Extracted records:
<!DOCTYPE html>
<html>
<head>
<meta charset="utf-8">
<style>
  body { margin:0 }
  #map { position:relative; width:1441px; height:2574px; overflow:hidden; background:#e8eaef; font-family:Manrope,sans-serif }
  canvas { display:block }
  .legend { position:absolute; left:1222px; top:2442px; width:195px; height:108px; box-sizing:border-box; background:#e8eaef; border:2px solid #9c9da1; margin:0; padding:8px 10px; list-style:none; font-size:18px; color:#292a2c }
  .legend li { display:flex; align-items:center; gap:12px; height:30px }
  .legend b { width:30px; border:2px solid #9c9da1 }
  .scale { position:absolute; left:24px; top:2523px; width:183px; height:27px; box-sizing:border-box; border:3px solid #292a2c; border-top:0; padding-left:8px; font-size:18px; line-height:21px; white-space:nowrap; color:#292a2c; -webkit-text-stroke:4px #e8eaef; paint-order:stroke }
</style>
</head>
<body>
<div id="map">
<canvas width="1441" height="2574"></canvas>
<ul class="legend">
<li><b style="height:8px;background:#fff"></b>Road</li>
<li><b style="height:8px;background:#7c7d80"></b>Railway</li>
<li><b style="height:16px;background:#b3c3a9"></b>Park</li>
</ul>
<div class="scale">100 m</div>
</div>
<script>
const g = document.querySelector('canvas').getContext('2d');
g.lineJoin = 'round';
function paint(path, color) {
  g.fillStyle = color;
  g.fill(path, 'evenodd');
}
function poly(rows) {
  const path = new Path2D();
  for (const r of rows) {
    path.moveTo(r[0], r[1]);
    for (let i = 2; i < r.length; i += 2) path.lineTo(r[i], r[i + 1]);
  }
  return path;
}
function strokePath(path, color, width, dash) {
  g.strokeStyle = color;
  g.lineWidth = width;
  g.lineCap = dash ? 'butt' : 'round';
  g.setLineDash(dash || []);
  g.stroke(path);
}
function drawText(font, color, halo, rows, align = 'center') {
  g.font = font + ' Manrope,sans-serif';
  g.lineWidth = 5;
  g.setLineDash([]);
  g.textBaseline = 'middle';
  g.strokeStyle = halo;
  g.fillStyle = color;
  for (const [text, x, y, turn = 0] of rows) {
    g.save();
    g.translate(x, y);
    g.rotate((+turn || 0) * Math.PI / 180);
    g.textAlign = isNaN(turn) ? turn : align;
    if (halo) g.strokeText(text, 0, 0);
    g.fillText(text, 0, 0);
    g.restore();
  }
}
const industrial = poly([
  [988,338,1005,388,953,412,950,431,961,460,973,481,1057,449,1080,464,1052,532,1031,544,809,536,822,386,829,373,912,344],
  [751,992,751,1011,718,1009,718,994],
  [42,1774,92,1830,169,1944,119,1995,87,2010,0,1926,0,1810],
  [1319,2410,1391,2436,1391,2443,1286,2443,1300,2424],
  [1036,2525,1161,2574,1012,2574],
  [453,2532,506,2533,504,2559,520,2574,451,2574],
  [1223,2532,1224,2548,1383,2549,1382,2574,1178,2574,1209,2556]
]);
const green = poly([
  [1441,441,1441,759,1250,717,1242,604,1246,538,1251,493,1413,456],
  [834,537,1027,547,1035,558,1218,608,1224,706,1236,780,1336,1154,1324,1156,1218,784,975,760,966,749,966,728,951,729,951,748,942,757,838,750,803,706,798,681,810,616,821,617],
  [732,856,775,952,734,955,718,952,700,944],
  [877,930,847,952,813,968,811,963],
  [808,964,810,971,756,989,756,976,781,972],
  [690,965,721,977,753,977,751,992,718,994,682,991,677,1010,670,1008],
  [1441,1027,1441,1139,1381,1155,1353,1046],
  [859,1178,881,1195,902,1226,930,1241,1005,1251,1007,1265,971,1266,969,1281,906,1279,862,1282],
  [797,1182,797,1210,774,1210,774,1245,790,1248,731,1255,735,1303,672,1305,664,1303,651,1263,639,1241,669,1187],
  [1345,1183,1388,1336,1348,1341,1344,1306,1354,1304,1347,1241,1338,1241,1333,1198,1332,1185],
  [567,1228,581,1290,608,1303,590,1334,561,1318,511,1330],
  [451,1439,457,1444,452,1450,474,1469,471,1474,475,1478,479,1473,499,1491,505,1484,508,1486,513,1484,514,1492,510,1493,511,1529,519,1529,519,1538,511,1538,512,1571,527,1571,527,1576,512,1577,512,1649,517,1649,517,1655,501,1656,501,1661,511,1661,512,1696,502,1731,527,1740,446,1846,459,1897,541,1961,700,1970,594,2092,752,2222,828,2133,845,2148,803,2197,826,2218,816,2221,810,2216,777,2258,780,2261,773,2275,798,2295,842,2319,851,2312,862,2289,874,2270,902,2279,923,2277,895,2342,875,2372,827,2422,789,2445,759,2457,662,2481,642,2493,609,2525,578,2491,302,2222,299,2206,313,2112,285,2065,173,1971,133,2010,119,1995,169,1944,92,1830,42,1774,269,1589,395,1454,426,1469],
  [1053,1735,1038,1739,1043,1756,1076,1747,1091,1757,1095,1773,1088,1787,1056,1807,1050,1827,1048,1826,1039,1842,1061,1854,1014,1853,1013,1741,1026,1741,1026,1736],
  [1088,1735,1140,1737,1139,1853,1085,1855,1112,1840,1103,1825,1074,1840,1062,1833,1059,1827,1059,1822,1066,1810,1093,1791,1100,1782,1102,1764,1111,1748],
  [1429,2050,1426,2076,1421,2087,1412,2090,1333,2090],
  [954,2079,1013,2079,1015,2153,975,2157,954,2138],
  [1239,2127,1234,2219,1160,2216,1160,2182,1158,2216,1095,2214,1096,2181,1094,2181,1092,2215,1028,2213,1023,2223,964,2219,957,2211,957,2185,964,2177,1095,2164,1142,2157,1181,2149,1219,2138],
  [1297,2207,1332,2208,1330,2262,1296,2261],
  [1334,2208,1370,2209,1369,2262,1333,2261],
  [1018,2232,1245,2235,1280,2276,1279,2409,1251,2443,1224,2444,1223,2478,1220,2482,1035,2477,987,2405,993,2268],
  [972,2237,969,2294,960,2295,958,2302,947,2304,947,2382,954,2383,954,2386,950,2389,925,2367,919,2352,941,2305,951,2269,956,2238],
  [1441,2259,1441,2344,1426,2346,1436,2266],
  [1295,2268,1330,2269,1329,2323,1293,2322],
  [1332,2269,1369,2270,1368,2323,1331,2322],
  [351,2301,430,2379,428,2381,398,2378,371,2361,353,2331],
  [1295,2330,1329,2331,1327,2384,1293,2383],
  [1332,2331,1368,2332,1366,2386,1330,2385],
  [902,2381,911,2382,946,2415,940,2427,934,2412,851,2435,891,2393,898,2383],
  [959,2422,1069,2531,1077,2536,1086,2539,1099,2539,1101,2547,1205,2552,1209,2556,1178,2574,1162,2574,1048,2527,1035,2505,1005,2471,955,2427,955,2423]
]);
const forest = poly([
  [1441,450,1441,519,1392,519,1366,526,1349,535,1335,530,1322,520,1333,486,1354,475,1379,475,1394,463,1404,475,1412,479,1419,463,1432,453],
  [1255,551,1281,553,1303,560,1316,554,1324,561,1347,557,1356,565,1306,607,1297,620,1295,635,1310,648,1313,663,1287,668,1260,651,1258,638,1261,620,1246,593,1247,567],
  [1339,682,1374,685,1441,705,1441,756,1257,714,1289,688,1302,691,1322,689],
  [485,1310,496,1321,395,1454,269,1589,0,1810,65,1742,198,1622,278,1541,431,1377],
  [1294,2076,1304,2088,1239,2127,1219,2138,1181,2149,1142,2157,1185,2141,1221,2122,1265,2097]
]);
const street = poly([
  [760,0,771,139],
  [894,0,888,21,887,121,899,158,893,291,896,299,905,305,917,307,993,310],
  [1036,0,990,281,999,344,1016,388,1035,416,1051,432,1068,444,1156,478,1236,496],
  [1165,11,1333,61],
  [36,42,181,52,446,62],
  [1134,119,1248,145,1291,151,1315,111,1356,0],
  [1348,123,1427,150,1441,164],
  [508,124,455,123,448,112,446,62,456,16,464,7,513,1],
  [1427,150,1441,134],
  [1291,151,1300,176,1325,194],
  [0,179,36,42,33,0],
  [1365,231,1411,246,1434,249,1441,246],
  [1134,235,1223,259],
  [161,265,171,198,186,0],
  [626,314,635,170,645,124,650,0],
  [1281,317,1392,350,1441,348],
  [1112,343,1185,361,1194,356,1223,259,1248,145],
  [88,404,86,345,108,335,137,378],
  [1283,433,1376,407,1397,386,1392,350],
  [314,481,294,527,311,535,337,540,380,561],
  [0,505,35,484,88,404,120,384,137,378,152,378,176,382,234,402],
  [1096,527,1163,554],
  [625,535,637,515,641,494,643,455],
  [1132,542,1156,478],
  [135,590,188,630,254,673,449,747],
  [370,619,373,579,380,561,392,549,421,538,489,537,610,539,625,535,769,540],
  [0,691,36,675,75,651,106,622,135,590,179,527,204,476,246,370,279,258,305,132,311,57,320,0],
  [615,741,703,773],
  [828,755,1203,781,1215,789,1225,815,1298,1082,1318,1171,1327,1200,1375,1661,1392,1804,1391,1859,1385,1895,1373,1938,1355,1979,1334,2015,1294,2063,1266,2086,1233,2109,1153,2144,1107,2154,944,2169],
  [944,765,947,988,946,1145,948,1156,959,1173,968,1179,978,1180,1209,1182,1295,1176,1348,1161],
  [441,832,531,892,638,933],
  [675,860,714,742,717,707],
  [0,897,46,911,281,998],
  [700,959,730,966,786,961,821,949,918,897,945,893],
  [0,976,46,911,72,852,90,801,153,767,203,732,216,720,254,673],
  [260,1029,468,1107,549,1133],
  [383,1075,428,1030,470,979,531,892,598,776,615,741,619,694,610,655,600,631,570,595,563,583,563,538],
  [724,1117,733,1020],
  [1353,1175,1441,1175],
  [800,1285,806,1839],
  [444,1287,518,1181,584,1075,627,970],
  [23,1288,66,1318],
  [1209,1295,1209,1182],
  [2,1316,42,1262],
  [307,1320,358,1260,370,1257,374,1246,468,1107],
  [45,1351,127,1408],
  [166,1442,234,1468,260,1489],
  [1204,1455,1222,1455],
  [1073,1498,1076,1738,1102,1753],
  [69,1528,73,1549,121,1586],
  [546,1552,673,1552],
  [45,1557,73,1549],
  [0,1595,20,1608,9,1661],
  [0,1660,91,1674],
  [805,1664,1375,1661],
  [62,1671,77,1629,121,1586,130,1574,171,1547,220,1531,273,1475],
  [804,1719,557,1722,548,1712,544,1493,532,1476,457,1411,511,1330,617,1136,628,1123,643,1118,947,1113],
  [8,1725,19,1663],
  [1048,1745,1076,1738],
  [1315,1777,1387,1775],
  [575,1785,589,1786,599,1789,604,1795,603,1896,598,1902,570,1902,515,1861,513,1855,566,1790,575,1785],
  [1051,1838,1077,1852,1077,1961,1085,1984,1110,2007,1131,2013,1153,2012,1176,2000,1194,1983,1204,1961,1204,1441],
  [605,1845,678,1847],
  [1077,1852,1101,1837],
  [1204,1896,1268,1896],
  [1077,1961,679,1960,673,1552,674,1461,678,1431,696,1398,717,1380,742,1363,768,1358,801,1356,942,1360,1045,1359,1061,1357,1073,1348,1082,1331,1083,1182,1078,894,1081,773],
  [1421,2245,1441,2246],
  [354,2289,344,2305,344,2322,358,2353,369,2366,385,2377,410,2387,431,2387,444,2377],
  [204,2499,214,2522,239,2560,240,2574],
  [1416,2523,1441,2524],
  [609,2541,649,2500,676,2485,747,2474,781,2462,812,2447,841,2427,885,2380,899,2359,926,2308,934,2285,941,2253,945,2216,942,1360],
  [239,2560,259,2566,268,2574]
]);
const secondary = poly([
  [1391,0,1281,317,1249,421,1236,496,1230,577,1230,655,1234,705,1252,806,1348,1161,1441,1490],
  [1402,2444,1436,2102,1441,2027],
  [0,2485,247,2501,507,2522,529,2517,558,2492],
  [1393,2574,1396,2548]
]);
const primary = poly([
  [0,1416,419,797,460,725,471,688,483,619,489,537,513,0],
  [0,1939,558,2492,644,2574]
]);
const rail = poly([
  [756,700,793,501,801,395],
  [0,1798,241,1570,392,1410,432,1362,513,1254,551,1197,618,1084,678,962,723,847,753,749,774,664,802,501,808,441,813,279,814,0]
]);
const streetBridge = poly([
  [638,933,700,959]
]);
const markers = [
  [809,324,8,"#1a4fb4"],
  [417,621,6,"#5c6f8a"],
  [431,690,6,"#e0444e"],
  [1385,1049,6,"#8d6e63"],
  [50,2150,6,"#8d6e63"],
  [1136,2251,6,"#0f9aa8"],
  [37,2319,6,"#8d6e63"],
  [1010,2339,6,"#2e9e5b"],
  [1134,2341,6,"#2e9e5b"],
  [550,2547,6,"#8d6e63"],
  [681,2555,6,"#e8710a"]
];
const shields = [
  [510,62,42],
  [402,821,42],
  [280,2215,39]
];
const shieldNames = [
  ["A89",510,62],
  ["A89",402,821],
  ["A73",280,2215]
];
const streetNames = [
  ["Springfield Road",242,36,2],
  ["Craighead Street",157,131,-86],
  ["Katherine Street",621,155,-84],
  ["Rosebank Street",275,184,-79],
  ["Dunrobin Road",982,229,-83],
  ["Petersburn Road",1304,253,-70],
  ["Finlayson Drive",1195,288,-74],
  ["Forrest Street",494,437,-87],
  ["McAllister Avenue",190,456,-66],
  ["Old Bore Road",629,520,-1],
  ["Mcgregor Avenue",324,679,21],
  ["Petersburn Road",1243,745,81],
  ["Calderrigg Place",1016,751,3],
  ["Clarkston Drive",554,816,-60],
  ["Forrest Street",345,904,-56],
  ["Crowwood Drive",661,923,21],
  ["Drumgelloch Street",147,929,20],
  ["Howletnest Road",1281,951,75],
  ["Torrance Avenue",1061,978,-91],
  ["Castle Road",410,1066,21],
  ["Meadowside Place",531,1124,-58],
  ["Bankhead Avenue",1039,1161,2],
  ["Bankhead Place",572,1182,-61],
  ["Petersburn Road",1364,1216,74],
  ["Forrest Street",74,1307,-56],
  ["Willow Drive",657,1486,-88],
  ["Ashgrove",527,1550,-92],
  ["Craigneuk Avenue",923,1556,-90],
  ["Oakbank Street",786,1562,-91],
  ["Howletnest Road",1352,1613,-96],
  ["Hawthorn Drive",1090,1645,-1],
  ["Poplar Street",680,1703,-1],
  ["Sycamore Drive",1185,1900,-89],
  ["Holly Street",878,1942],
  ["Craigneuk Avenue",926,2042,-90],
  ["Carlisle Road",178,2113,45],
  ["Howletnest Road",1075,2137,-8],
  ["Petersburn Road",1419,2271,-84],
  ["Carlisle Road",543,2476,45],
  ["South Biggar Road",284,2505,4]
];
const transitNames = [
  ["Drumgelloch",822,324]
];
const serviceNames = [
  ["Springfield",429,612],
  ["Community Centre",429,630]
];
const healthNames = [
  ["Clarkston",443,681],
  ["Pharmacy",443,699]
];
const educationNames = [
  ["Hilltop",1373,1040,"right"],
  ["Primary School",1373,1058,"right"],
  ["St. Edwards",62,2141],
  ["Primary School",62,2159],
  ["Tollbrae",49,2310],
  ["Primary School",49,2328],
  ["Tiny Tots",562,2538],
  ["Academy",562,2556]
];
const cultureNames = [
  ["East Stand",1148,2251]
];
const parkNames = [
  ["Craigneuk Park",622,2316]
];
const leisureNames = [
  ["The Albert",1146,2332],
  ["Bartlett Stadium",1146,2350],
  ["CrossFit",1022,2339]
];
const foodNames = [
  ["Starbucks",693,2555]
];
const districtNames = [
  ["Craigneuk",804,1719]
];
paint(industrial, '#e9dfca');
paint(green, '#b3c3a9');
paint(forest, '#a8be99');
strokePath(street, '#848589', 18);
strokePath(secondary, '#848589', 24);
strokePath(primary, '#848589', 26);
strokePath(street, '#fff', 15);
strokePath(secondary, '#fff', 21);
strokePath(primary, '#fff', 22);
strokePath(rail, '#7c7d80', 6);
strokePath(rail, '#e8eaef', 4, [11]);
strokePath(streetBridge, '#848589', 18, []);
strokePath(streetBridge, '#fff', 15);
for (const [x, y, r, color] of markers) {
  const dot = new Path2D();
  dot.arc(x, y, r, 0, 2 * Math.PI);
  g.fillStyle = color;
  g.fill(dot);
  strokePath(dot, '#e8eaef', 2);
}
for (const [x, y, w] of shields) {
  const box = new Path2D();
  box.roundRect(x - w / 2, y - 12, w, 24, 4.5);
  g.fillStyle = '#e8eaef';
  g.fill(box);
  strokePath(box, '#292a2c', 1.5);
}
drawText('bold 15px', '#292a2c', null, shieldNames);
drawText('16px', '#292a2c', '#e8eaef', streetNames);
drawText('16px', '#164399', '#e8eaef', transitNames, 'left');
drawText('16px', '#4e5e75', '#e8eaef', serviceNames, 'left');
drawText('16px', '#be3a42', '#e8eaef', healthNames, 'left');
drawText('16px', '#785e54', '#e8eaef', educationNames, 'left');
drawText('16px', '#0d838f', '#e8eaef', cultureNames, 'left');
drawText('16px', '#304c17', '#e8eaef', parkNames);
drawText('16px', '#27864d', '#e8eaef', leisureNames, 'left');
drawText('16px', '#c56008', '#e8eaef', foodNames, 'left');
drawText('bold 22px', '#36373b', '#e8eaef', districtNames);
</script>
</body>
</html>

**WHAT IS NEEDED**
Where the word "Math" occurs in a line of the records, copy that line.

**ANSWER TO THIS PROBLEM**
    g.rotate((+turn || 0) * Math.PI / 180);
  dot.arc(x, y, r, 0, 2 * Math.PI);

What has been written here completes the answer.